Poore Painters oft with silly Poets joyne,
To fill the world with strange but vaine conceits:
One brings the stuffe, the other stamps the coine,
Which breeds nought else but gloses of deceits.
Thus Painters Cupid paint, thus Poets do
A naked god, young blind, with arrowes two.
Is he a God, that ever flies the light?
Or naked he, disguis'd in all untruth?
If he be blind, how hitteth he so right?
How is he young, that tam'de old Phœbus youth?
But arrowes two, and tipt with gold or leade:
Some hurt accuse a third with horny head.
No, nothing so; an old false knave he is
By Argus got on Io, then a cow:
What time for her Juno her Jove did misse,
And charge of her to Argus did allow.
Mercury kill'd his false sire for this act,
His damme a beast was pardon'd beastly fact.

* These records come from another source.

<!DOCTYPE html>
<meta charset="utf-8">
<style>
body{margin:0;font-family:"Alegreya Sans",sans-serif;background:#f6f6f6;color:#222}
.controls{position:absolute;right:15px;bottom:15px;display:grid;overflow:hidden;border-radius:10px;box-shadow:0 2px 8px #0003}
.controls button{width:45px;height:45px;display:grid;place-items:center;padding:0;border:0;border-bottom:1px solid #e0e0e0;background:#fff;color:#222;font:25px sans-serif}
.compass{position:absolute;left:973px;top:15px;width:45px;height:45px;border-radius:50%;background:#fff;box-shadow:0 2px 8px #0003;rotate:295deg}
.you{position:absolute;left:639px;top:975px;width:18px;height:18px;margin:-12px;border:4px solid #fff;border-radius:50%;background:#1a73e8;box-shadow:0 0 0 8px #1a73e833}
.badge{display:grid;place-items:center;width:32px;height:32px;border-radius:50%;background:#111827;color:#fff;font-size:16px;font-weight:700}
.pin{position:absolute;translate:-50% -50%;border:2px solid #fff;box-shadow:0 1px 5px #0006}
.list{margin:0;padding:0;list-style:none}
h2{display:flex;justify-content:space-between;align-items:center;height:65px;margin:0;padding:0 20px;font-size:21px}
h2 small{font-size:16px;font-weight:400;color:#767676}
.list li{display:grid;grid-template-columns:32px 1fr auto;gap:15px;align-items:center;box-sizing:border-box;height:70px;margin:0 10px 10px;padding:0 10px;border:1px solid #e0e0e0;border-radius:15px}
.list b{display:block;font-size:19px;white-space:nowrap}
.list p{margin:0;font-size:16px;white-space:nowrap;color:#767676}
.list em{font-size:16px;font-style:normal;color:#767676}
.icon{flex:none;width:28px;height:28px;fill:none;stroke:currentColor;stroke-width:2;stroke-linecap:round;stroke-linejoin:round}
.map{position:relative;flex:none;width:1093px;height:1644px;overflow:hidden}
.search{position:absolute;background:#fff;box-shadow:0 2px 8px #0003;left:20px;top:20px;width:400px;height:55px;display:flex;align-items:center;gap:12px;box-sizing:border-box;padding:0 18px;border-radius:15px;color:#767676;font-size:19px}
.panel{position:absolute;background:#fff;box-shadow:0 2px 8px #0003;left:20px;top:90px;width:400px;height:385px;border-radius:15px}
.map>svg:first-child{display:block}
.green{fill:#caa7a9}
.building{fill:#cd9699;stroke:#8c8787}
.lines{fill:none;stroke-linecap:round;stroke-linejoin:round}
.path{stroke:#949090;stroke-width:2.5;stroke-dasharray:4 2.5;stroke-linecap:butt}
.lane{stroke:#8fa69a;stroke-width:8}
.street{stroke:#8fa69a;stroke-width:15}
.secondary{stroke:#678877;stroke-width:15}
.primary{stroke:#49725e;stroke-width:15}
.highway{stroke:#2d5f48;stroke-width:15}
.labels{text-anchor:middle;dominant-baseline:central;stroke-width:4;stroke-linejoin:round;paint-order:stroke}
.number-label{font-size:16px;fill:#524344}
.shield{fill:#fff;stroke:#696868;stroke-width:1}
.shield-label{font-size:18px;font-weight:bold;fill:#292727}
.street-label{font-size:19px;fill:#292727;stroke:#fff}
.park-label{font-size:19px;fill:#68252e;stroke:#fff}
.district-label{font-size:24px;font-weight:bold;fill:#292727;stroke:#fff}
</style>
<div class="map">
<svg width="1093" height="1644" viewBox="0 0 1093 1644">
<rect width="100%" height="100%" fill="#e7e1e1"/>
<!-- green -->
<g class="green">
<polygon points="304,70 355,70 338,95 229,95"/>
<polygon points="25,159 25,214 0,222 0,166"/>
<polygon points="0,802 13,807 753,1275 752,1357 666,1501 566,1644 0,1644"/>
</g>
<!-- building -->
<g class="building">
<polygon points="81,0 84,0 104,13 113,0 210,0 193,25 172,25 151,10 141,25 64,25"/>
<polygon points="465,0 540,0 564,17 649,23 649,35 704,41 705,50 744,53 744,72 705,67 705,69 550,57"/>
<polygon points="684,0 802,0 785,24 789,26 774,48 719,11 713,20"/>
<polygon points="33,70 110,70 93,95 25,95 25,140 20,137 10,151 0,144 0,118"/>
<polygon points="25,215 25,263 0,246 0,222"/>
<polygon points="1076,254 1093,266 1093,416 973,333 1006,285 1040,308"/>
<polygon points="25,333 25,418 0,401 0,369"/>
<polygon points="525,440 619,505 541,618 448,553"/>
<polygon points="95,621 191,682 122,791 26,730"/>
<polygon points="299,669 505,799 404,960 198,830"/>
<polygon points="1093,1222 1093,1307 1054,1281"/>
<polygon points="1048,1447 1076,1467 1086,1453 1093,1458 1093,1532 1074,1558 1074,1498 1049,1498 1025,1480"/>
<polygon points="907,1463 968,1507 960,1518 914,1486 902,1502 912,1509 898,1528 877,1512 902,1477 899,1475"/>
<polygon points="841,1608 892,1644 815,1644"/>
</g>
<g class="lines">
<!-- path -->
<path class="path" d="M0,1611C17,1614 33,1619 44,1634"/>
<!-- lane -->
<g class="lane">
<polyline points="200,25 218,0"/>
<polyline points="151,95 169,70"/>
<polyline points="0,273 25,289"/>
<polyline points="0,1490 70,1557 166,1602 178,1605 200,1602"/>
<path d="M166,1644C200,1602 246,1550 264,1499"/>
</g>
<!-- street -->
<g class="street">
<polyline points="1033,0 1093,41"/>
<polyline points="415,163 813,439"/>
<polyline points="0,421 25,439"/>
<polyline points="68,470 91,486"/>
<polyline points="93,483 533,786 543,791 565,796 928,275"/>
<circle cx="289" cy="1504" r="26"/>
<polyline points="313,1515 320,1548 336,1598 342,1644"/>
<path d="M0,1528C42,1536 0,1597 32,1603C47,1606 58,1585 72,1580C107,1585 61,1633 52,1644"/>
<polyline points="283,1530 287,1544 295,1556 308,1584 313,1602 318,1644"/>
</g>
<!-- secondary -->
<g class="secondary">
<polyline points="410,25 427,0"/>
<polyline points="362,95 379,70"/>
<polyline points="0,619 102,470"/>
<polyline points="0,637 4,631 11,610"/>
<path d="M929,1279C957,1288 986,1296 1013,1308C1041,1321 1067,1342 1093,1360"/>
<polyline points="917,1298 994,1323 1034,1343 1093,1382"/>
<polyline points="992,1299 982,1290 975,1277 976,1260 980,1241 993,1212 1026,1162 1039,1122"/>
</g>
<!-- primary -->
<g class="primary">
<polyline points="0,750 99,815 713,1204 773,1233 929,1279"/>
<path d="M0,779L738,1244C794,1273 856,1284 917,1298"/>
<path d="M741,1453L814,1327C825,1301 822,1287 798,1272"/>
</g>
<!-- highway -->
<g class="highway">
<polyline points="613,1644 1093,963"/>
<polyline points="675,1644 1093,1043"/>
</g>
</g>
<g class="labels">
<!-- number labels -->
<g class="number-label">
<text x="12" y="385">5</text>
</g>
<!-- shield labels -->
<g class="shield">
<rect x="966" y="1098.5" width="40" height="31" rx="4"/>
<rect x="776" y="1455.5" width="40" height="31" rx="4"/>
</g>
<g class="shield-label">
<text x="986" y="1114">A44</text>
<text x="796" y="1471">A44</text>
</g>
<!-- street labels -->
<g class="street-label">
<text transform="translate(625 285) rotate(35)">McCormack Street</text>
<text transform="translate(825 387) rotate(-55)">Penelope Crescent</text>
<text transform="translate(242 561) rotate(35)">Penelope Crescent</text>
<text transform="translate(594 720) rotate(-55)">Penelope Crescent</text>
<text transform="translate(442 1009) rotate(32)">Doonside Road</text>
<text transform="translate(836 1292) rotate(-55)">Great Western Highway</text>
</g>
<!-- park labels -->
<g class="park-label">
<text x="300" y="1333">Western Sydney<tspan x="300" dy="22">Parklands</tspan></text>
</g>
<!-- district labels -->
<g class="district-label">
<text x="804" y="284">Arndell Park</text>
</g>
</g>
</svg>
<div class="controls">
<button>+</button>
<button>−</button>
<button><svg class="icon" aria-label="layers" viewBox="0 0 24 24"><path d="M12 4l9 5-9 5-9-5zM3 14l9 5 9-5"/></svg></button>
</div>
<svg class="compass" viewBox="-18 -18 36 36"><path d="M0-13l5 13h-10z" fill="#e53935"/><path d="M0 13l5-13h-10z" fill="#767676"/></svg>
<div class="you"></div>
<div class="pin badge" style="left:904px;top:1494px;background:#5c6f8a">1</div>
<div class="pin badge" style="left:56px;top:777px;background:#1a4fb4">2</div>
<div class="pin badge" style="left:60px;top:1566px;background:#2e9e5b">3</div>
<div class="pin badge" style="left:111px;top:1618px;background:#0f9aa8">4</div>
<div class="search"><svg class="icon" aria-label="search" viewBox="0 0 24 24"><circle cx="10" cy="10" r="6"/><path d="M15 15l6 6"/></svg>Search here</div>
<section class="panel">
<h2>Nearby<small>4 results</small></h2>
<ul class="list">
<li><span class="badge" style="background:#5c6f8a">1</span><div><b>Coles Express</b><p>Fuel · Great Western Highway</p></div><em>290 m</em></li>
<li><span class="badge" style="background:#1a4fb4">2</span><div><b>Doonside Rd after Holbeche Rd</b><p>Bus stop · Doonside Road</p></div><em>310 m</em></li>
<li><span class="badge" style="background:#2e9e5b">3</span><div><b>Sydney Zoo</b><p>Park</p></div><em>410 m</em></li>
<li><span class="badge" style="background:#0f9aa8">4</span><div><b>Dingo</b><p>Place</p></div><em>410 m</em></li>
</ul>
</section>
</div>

With fathers death, and mothers guiltie shame,
With Joves disdaine at such a rivals seed,
The wretch compell'd a runnagate became,
And learn'd what ill a miser state doth breed,
To lye, faine, gloze, to steale, pry, and accuse,
Naught in himselfe ech other to abuse.

240

Yet beares he still his parents stately gifts,
A horned head, cloven foote, and thousand eyes,
Some gazing still, some winking wilye shiftes,
With long large eares where never rumour dyes.

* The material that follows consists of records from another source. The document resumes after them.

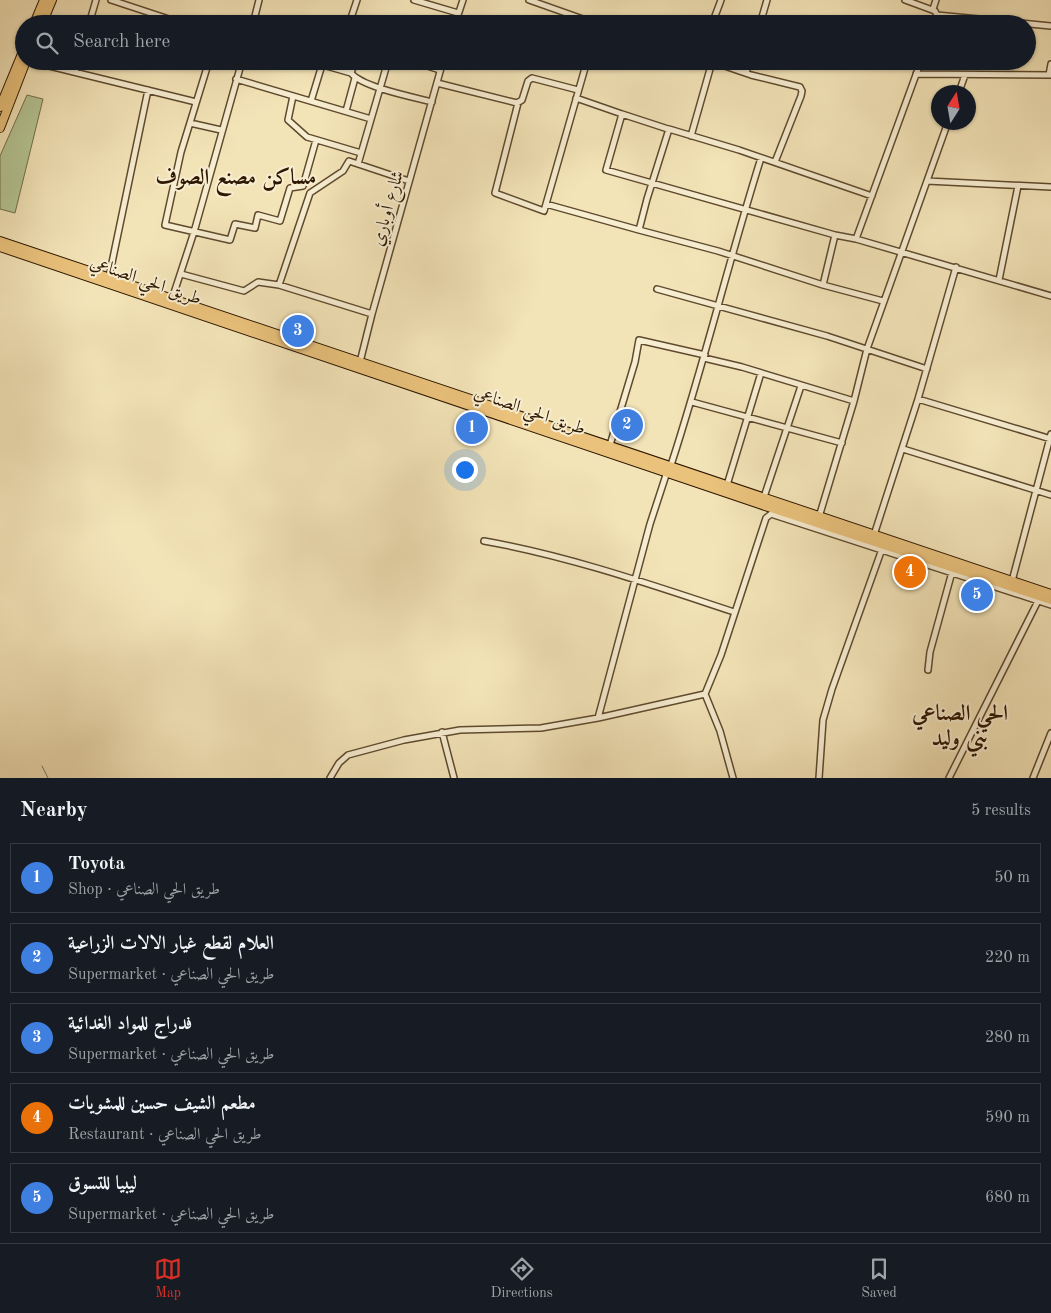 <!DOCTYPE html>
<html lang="en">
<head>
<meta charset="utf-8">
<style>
	:root { --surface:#171b24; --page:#242831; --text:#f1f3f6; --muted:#9ea1a6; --line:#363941; --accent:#d93025 }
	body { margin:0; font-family:"Old Standard TT",Amiri,serif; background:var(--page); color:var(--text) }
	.compass { position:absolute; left:931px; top:85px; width:45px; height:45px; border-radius:50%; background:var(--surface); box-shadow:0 1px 4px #0004; rotate:11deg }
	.you { position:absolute; left:464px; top:469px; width:18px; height:18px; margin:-12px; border:4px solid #fff; border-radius:50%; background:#1a73e8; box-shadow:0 0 0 8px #1a73e833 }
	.badge { display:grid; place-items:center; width:32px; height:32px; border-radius:50%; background:var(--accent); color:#fff; font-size:16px; font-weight:700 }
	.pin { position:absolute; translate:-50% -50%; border:2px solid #fff; box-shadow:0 1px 5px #0006 }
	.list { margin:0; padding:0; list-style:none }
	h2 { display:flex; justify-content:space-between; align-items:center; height:65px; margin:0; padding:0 20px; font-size:21px }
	h2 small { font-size:16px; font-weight:400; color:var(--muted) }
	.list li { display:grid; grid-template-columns:32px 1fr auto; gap:15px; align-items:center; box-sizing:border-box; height:70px; margin:0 10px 10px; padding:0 10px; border:1px solid var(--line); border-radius:0px }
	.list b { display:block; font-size:19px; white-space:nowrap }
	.list p { margin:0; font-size:16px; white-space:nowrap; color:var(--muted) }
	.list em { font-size:16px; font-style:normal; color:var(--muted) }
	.icon { flex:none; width:28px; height:28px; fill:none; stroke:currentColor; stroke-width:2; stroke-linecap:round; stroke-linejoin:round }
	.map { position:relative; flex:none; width:1051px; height:778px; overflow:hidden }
	.search { position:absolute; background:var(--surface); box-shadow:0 1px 4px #0004; left:15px; right:15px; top:15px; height:55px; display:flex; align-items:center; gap:12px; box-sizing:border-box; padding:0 18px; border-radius:28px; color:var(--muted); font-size:19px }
	.sheet { height:465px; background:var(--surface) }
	nav { display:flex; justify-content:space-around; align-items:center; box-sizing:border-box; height:70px; border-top:1px solid var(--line); background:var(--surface); font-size:14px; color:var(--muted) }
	nav a { display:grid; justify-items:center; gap:2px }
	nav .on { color:var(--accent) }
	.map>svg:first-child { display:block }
	.green { fill:#b5c594; stroke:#716e4a }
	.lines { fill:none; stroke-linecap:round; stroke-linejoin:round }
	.stream { stroke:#6f7b6a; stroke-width:1 }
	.minor-casing { stroke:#5e4a2e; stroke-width:8 }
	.trunk-casing { stroke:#2d1700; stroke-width:10 }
	.minor { stroke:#f7edd1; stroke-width:5 }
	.trunk { stroke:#eac27c; stroke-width:8 }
	.labels { text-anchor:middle; stroke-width:4; stroke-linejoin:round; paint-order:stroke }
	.street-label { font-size:18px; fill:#2d1700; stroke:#f7edd1 }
	.district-label { font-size:22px; font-weight:bold; fill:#2d1700; stroke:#f7edd1 }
</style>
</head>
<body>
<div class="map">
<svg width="1051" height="778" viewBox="0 0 1051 778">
	<rect width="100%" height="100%" fill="#f3e4b8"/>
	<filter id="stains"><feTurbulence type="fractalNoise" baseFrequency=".004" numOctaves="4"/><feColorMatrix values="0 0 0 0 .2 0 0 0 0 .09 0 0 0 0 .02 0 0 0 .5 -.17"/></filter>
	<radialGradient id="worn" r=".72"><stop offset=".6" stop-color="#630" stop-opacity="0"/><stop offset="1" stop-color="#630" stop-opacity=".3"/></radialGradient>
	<path class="green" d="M27,95L43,99L15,213L0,209V156Z"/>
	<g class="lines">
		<path class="stream" d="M42,766L48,778"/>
		<g class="minor-casing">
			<path id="minor" d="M111,0L184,24
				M414,0L458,13
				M529,0L597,24
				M905,0L935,11L937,15L935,24
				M933,9L936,0
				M937,15L1051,26
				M89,24L96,0
				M253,24L259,0
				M349,24L357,0
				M455,24L463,0
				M712,24L721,0
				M760,24L767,0
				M29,61L196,102
				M209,61L181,152L165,225L230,240L235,224L255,228L258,215L280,221L290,188L303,186L316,140
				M309,61L351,73C362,87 413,97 432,102
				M412,61L440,70
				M710,61L751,75L800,87L802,91L801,96L775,162
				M75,72L79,61
				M351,73L355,61
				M746,73L750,61
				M916,74L1051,75
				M1049,75L1051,64
				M236,79L371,119
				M437,83L517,103L522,100L528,81L532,78L578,90
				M959,92L965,75
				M293,96L288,120L307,137L361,153
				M576,98L622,114L606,170L835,235L856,239L921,61
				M311,101L322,65
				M518,103L495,193L544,211L587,61
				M346,111L355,78
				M622,114L671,130
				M190,123L221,130
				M691,136L712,62
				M358,164L388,61
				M927,181L1051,187
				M546,204L639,230
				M835,235L823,285L883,301
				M856,239L1051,296
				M181,274L244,291L258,282L279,285L310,193L343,171L349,161L409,181
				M109,277L148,90
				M999,280L1018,186
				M279,285L372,314
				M823,285L718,251L639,230L647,199L669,129L739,150L872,196
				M657,289L827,336L927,369
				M172,299L194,232L242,61
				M704,358L742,367L854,401
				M360,362L372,314L443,61
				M918,399L1051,439
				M692,402L842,443
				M610,445L635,362L639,340L705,355
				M903,449L1051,495
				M671,465C704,364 729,260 761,158
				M667,472L650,524L598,718L705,694L721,655L766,518L771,514L1051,605
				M727,485L761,373
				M764,497L801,386
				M819,517L854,401L867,349L948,122
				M874,535L918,399L956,267
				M484,541C569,556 652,585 734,612
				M1012,581L1051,434
				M928,670L930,652L952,572
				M705,694L720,731L733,778
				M442,732L454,778
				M330,778L339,763L348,755L404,740L460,730L541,728L598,718
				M819,778L823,720L832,689L882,549
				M949,778L1038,601
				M1033,778L1051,733"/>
		</g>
		<g class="trunk-casing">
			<path id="trunk" d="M34,24L44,0
				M42,24L52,0
				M0,107L24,49
				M0,128L26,61
				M0,241L1051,594
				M0,247L771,508L1051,600"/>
		</g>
		<use href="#minor" class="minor"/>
		<use href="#trunk" class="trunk"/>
	</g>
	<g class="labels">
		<g class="street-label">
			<text transform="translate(387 208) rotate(-74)" y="6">شارع أوباري</text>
			<text transform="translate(146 280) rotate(19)" y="6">طريق الحي الصناعي</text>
			<text transform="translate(530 410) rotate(19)" y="6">طريق الحي الصناعي</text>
		</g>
		<g class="district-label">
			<text x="236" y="184">مساكن مصنع الصوف</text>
			<text x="960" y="720">الحي الصناعي<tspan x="960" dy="25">بني وليد</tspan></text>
		</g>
	</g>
	<rect width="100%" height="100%" filter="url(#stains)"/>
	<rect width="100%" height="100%" fill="url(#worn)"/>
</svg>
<svg class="compass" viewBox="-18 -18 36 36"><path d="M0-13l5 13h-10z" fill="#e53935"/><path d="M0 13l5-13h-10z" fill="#9ea1a6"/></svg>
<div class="you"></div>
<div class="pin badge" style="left:472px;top:428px;background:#3f7fe0">1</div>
<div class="pin badge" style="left:627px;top:425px;background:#3f7fe0">2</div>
<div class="pin badge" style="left:298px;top:331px;background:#3f7fe0">3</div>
<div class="pin badge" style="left:910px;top:572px;background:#e8710a">4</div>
<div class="pin badge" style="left:977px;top:595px;background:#3f7fe0">5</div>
<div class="search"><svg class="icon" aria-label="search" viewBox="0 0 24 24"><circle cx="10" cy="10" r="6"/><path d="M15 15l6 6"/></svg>Search here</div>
</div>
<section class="sheet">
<h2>Nearby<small>5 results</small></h2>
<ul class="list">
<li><span class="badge" style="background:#3f7fe0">1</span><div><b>Toyota</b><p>Shop · طريق الحي الصناعي</p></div><em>50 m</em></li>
<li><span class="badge" style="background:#3f7fe0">2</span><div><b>العلام لقطع غيار الالات الزراعية</b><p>Supermarket · طريق الحي الصناعي</p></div><em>220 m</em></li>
<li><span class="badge" style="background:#3f7fe0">3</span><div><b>فدراج للمواد الغدائية</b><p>Supermarket · طريق الحي الصناعي</p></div><em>280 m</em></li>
<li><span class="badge" style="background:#e8710a">4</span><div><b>مطعم الشيف حسين للمشويات</b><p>Restaurant · طريق الحي الصناعي</p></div><em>590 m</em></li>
<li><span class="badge" style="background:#3f7fe0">5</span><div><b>ليبيا للتسوق</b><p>Supermarket · طريق الحي الصناعي</p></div><em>680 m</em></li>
</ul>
</section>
<nav>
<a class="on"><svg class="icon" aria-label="map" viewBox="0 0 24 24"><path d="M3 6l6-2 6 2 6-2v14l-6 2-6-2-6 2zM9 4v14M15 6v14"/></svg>Map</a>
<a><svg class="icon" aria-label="directions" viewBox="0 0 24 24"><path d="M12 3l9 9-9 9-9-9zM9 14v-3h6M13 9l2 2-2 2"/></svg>Directions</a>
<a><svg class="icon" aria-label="saved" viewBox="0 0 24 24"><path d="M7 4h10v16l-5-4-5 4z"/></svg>Saved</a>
</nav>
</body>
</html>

His horned head doth seeme the heaven to spight:
His cloven foote doth never treade aright.
Thus halfe a man, with man he dayly haunts,
Cloth'd in the shape which soonest may deceave:
Thus halfe a beast, ech beastly vice he plants,
In those weake harts that his advice receave.
He proules ech place stil in new colours deckt,
Sucking ones ill, another to infect.
To narrow brests he comes all wrapt in gaine:
To swelling harts he shines in honours fire:
To open eyes all beauties he doth raine;
Creeping to ech with flattering of desire.
But for that Loves desire most rules the eyes,
Therein his name, there his chiefe triumph lyes.
Millions of yeares this old drivell Cupid lives;
While still more wretch, more wicked he doth prove:
Till now at length that Jove him office gives,
(At Junos suite who much did Argus love)
In this our world a hang-man for to be,
Of all those fooles that will have all they see.